Did you know Americans eat about 140 lbs of potatoes each year? And not just in French fries either. The truth is like almost any other food, whether a potato is healthy or not depends on how its prepared. A hearty veggie, potatoes are high in vitamin C, potassium and are a good source of vitamin B6, fiber and antioxidants. Additionally, some promising research is showing the possibility of potato resistant starch having prebiotic health benefits.
With all the varieties of potatoes and the many ways they can be cooked, it’s easy to find a healthy way to prepare this inexpensive root veggie. To make sure you select the best potatoes, check for clean, smooth potatoes that are firm to the touch with no cuts, bruises or discolorations. Storing potatoes is simple. Just use the paper bag method; put unwashed potatoes in a brown paper bag and store in a cool, dark, dry place. But skip the fridge, this will increase their starchiness and cause a slightly sweet, off taste.
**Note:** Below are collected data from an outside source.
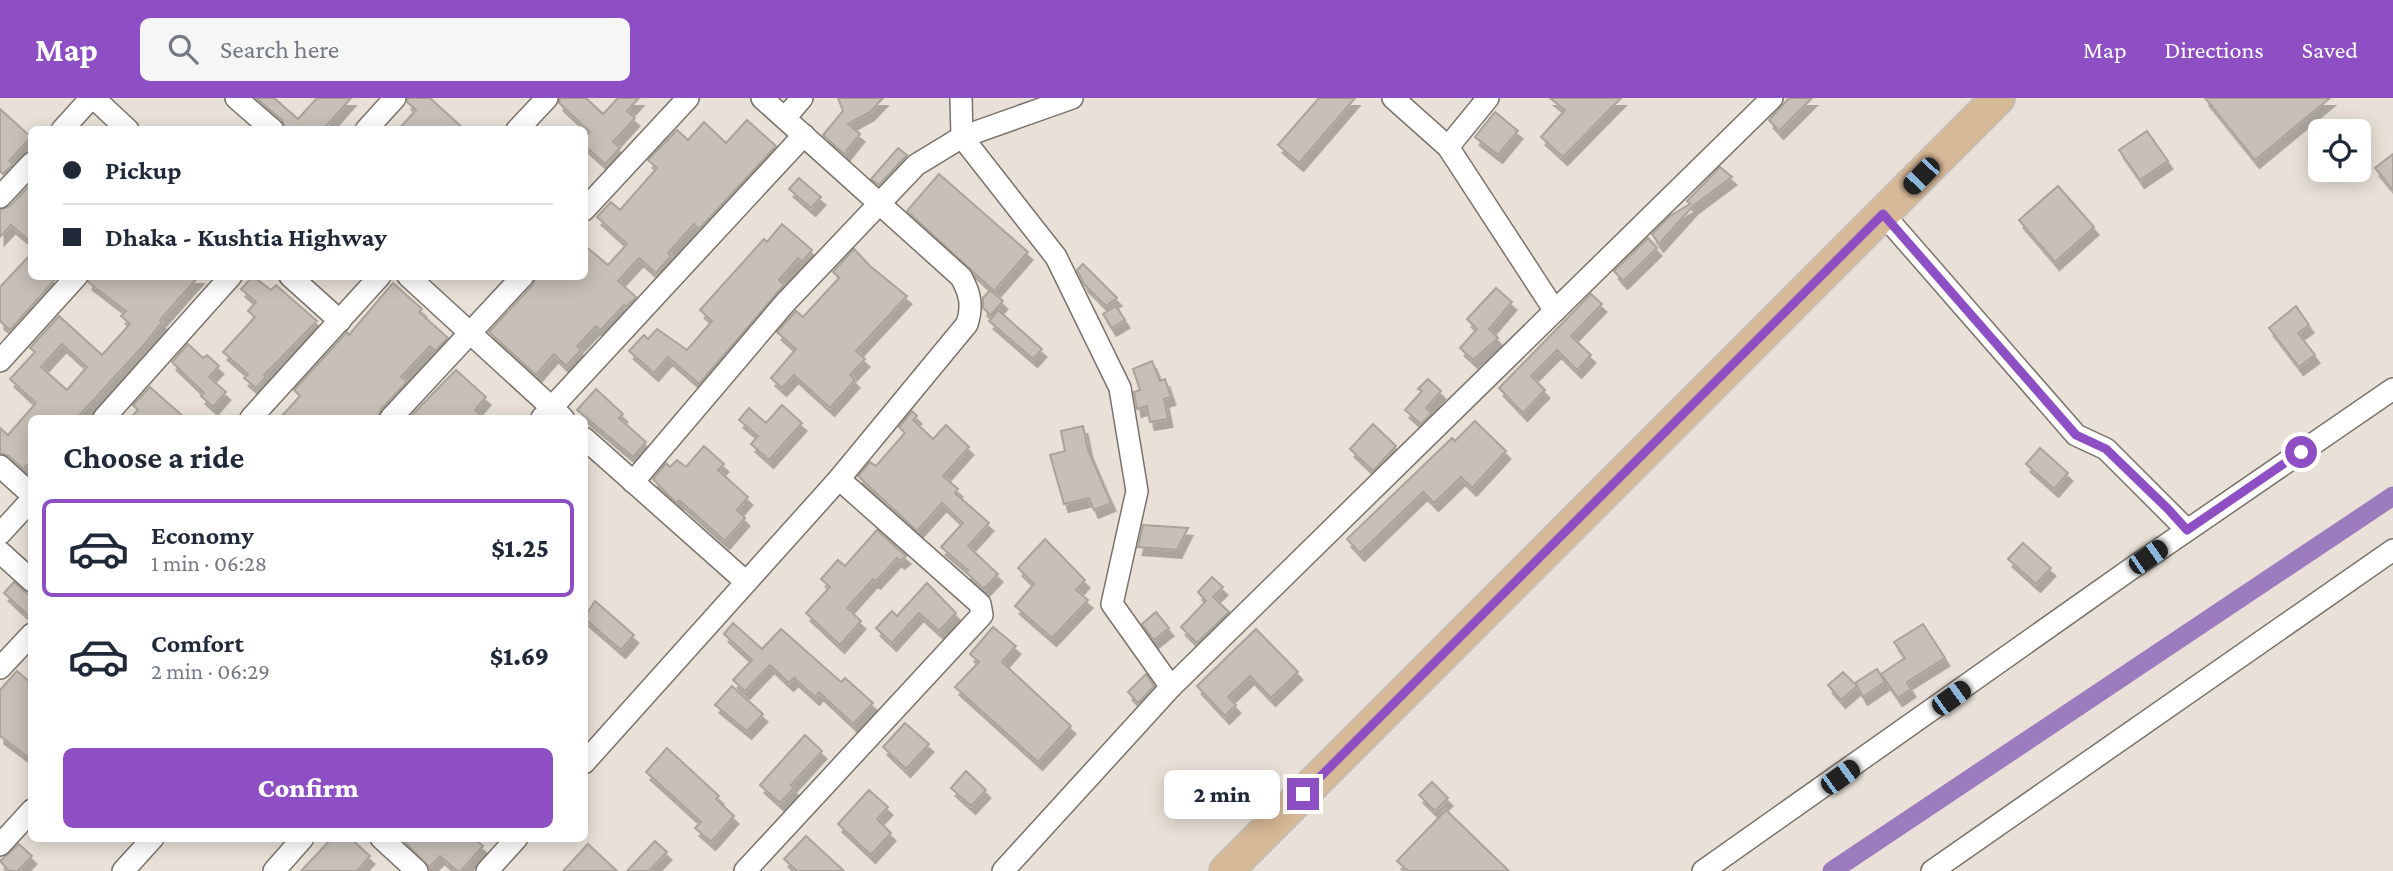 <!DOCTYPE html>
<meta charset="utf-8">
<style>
body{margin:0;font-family:"Crimson Pro",serif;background:#f6f6f7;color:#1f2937;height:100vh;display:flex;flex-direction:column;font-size:26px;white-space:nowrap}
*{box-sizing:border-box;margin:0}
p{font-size:23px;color:#747a83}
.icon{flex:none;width:38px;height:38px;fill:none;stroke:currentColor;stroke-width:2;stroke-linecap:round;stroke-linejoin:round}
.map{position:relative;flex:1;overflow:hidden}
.side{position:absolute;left:28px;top:317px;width:560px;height:427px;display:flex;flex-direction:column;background:#fff;border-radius:10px;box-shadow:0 4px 18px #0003}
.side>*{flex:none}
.hud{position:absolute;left:28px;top:28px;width:560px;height:154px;border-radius:10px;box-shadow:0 4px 18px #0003;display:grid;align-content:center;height:154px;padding:0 35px;background:#fff}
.fabs{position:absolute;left:2308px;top:21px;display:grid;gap:14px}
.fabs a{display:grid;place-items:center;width:63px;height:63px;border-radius:10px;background:#fff;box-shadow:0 4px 18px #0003;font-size:35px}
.end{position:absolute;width:32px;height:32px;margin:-16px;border:9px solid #8f4fc4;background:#fff;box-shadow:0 0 0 4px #fff}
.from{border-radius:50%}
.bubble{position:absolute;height:49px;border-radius:10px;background:#fff;box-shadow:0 4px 18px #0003;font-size:23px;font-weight:800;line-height:49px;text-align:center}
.car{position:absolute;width:21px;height:42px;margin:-21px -10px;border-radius:9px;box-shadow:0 0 5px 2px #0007;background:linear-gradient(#222 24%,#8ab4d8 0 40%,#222 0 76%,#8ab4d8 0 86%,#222 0)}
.hud b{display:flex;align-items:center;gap:24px;height:66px;font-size:26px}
.hud b+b{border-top:2px solid #e0e1e3}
.hud i{width:18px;height:18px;background:#1f2937}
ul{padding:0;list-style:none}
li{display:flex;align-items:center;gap:21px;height:98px;margin:0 14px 10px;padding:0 21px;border:4px solid transparent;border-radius:10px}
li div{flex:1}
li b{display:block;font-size:26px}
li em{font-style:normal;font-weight:800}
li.active{border-color:#8f4fc4}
li>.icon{width:63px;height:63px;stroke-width:1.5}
h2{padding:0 35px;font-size:32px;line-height:84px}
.cta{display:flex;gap:14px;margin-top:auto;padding:14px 35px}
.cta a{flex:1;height:80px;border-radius:10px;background:#8f4fc4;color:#fff;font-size:28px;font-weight:800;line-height:80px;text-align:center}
header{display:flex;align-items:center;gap:42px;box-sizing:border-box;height:98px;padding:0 35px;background:#8f4fc4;color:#fff}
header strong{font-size:33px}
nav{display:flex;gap:38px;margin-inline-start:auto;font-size:24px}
.search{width:490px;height:63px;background:#f6f6f7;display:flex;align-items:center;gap:18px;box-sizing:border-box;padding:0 24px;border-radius:10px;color:#747a83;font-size:26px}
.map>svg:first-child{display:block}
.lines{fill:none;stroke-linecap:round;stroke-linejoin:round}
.canal{stroke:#9d7bbf;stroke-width:19}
.building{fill:#c8c0b8;stroke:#aaa39a;stroke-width:2;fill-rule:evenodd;filter:url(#shadow)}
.minor-casing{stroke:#7a736b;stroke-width:24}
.primary-casing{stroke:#c1c0bf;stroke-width:36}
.minor{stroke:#fff;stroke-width:21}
.primary{stroke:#d6b996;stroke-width:33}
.route{stroke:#8f4fc4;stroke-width:9}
</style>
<header>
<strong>Map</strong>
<div class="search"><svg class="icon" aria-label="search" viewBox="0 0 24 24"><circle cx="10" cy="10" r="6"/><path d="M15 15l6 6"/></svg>Search here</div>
<nav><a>Map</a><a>Directions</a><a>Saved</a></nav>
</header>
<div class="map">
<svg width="2393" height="773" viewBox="0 0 2393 773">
<defs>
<filter id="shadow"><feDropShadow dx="4.5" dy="8" stdDeviation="0" flood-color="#0004"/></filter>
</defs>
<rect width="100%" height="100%" fill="#e9e1d8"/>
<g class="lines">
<polyline class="canal" points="1832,773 2393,398"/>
</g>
<g class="building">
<polygon points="256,0 274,0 298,21 317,0 351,0 323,32 286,32 282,22"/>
<polygon points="408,0 430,0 465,32 398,32 416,12 407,4"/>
<polygon points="560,0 586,0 603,16 618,0 639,0 627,13 635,20 613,44 620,50 605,66 584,47 584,40 590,34 559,5"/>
<polygon points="838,0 883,0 870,14 848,26 860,36 844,56 823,37 843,13"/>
<polygon points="1319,0 1355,0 1299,65 1278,47"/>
<polygon points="1550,0 1621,0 1563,59 1541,39 1565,12"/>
<polygon points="1789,0 1812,0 1779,33 1769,22"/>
<polygon points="2205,0 2330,0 2255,62"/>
<polygon points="0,11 31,39 9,63 13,66 3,76 0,73"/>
<polygon points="1495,14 1518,33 1498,57 1475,39"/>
<polygon points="747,22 776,48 699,131 694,126 668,155 671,158 656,175 639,160 618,183 636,199 626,209 624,207 601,232 596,228 577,248 581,252 566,268 554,256 536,277 489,234 533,187 536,178 584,178 584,147 608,167 627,146 597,119 611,104 620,112 657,70 648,62 677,32 688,42 704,24 726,45"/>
<polygon points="2147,33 2168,63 2140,82 2119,52"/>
<polygon points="898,50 907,57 879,87 871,81"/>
<polygon points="2393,56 2393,92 2375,70"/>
<polygon points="1720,69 1732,79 1693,108 1659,146 1652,136 1670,118 1690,106 1687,103"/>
<polygon points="939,76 1028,154 994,193 907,113"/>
<polygon points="799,80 821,99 811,110 789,91"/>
<polygon points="32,85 32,145 11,127 0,139 0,112 10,108"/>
<polygon points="2058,88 2094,129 2055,164 2019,122"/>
<polygon points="782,126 812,152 802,164 798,160 779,182 784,187 699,286 668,259 654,275 629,253 644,237 648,241 657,231 687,252 712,223 700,212 764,141 767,144"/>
<polygon points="1648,140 1657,150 1623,183 1614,173"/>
<polygon points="854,151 870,168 907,198 856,253 865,261 850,277 855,282 830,310 794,277 782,290 771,280 796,251 777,234 796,213 803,219 839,180 833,174"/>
<polygon points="32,155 32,178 58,178 10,232 0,223 0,189"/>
<polygon points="1083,166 1117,200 1106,208 1084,186 1077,172"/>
<path d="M90,178H199L160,222L162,224L143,248L77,320H32V362L23,371L9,358L0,355V330L8,337L36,305L10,281L35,254L30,250L59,218L102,257L130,226L121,218L126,213L88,184ZM62,246L87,269L67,292L41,269Z"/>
<polygon points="253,178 271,192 276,187 317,223 264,277 266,279 256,290 244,280 248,276 223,254 255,219 248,213 256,204 241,191"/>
<polygon points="393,185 422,211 419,214 448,240 435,253 430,248 401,279 407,284 381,311 378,320 280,320 300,298 294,292 347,234 349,237"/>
<polygon points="1496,190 1512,204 1489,231 1498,240 1473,262 1460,250 1477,231 1467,221"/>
<polygon points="990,192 1003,203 991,217 983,210 983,200"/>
<polygon points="1591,196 1602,206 1571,238 1591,257 1577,272 1557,252 1531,278 1545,292 1523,315 1499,290"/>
<polygon points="1116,208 1125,222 1112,230 1103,216"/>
<polygon points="2296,208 2309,227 2298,235 2315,257 2299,269 2269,230"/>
<polygon points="998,212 1042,251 1033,261 989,223"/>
<polygon points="188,246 203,260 207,257 219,268 209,279 226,294 213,309 201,298 204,295 172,264"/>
<polygon points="1152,263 1160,283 1165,281 1171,299 1164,301 1168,321 1150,324 1147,308 1137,311 1134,294 1140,292 1133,271"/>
<polygon points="456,272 486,299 475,312 484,320 409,320"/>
<polygon points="1428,281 1441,293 1426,310 1432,315 1421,326 1405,312 1422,293 1418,291"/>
<polygon points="150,289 160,298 185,320 130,320 138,312 133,307"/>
<polygon points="596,291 623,316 619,320 646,344 633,359 577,312"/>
<polygon points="782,307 802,325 769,362 751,346 758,338 739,322 749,310 766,325"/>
<polygon points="912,313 917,318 913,322 933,341 946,327 969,349 943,378 958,391 955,395 989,425 968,448 998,476 984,491 966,474 968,472 941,449 963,425 942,405 917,433 858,378 870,364 876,368 905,335 899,329"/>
<polygon points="1475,323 1506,353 1472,390 1461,379 1434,405 1423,394 1360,455 1347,441 1452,340 1455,343"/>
<polygon points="1373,326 1396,348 1373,373 1350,351"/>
<polygon points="1083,328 1088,352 1111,405 1094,412 1089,400 1064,406 1050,357 1065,353 1061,333"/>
<polygon points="704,348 724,366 718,372 748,399 737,412 745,420 725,443 679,402 676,405 653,381 666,365 670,369 677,362 686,369"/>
<polygon points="2040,350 2068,375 2054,391 2026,366"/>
<polygon points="1143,427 1188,430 1177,452 1138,449"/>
<polygon points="877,432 906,458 900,463 897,460 876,483 873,481 847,510 861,523 840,547 806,515 830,489 821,481 838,462 845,468"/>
<polygon points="1045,441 1085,482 1076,492 1088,502 1052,540 1015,508 1034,486 1018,470"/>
<polygon points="2023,445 2051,470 2036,486 2008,461"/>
<polygon points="1212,479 1223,489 1213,499 1229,514 1197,545 1181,529 1206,503 1198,494"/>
<polygon points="14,484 32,500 32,521 4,495"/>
<polygon points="927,485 956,515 939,533 919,515 892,545 876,530 892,513 897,518"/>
<polygon points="595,503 634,537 621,552 584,520"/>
<polygon points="1156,514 1169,530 1154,542 1142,526"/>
<polygon points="733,525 762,551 781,531 841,584 845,580 873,605 853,626 819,594 815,599 794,580 789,585 770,567 745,593 733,582 752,562 724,536"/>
<polygon points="1923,526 1945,560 1907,584 1911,591 1898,600 1881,576 1905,560 1894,544"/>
<polygon points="993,529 1016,548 1002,564 1071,628 1038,664 955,589 979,564 970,556"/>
<polygon points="1256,531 1298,574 1271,600 1250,578 1228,599 1236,607 1225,618 1197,588"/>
<polygon points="1877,571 1885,584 1863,599 1857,588 1841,602 1828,587 1843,574 1857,588 1855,585"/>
<polygon points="17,573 32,586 32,662 0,638 0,592"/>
<polygon points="1146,576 1154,588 1138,605 1128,594"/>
<polygon points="732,588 763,616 747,633 715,607"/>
<polygon points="905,625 929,646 906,671 883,649"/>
<polygon points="805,637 822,653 791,687 794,690 780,705 760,687"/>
<polygon points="667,650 719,698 716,701 734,718 711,744 695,730 701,724 646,674"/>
<polygon points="966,673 986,692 971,708 951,690"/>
<polygon points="1432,684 1448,700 1435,713 1419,697"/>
<polygon points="869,692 888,709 877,721 891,735 871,757 838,726"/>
<polygon points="1446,712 1509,773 1408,773 1397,763"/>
<polygon points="806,738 844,773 797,773 784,761"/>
<polygon points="332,740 350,740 370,758 357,773 301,773"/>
<polygon points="401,740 474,740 483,748 461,773 457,773 440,758 429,769"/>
<polygon points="655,743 667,754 649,773 627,773"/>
<polygon points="19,746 32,758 18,773 9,773 0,763"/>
<polygon points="588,746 617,773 563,773"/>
</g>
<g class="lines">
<defs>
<g id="minor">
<polyline points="94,0 128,32"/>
<polyline points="236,0 273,32"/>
<polyline points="961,0 962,39 1056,159 1120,290 1137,393 1112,506 1171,589"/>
<polyline points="1393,0 1448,49 1555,213"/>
<polyline points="785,20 802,0"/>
<polyline points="62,32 91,0"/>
<polyline points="366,32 395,0"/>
<polyline points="517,32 547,0"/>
<polyline points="1448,49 1488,0"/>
<polyline points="0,99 32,65"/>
<polyline points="584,112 688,0"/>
<polyline points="1883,116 2076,337 2106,351 2187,432"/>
<polyline points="290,178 340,223"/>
<polyline points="408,178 563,320"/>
<polyline points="0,263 77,178"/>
<polyline points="104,320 231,178"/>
<polyline points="251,320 380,178"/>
<polyline points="391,320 523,178"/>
<polyline points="542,320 804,37"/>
<polyline points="584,340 746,484"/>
<polyline points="0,368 32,397"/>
<polyline points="633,384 785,205 916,67 962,39 1072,0"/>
<polyline points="0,436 32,401"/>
<polyline points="0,454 32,483"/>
<polyline points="0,570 32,536"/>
<path d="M584,665L839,381L967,226C973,208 970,195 961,179L762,0"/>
<polyline points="381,740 417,773"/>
<polyline points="0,747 32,712"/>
<polyline points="123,773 153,740"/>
<polyline points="274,773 303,740"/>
<polyline points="487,773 517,740"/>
<polyline points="745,773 982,517 980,506 839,381"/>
<polyline points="1003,773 1171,589 1772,0"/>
<polyline points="1703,773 2128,473 2393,291"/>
<polyline points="1932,773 2393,452"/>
</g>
<polyline id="primary" points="1226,773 1998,0"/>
</defs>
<use href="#minor" class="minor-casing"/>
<use href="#primary" class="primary-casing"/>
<use href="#minor" class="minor"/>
<use href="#primary" class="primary"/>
</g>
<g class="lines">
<polyline class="route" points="1303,696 1883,116 2076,337 2106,351 2168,411 2187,432 2301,354"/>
</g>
</svg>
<div class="fabs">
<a><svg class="icon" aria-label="locate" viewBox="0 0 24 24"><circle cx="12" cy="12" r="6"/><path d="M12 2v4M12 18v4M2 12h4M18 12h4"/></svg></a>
</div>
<i class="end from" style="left:2301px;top:354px"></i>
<i class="end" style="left:1303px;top:696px"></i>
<div class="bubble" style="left:1164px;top:672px;width:116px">2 min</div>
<i class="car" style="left:1921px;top:78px;rotate:224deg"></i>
<i class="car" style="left:2148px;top:459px;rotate:55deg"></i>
<i class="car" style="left:1951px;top:600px;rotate:54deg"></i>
<i class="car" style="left:1840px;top:679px;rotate:54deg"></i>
<div class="hud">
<b><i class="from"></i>Pickup</b>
<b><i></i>Dhaka - Kushtia Highway</b>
</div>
<section class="side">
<h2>Choose a ride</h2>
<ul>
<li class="active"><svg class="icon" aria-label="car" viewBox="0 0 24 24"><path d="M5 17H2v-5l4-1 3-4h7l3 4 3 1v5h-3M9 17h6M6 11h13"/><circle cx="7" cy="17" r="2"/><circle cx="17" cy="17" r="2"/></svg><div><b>Economy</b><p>1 min · 06:28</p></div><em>$1.25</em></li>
<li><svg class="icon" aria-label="car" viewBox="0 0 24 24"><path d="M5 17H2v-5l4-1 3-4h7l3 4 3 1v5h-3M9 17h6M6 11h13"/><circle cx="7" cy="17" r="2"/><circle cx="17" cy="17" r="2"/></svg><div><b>Comfort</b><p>2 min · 06:29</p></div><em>$1.69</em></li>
</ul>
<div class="cta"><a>Confirm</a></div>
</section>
</div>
When preparing potatoes, make sure to cut away any green areas. It’s still safe to eat but but the green part tastes bad and can make you ill. Also cut away any sprouting areas or potato eyes before cooking. Using a veggie scrubber to wash your tater under cool running water will get it scrupulously clean.
While the most nutrition is preserved if you cook with the skin on, unless you buy organic you might want to consider peeling it—potatoes are on the EWP’s Dirty Dozen list for most heavily sprayed produce.
As the weather gets warmer, you can bake your potatoes in a crockpot—simply stab all over with a fork, wrap in foil and cook on high/low for 8 hours (depends on your crockpot which temp you choose and how heavily you load your machine!).
And after your taters are crockpot-baked, why not clean out the fridge and have a Tater Bar for dinner? You can chop those leftover veggies up, put out the remnants of sour cream, cheese and even marinated artichoke hearts. Use your imagination and enjoy!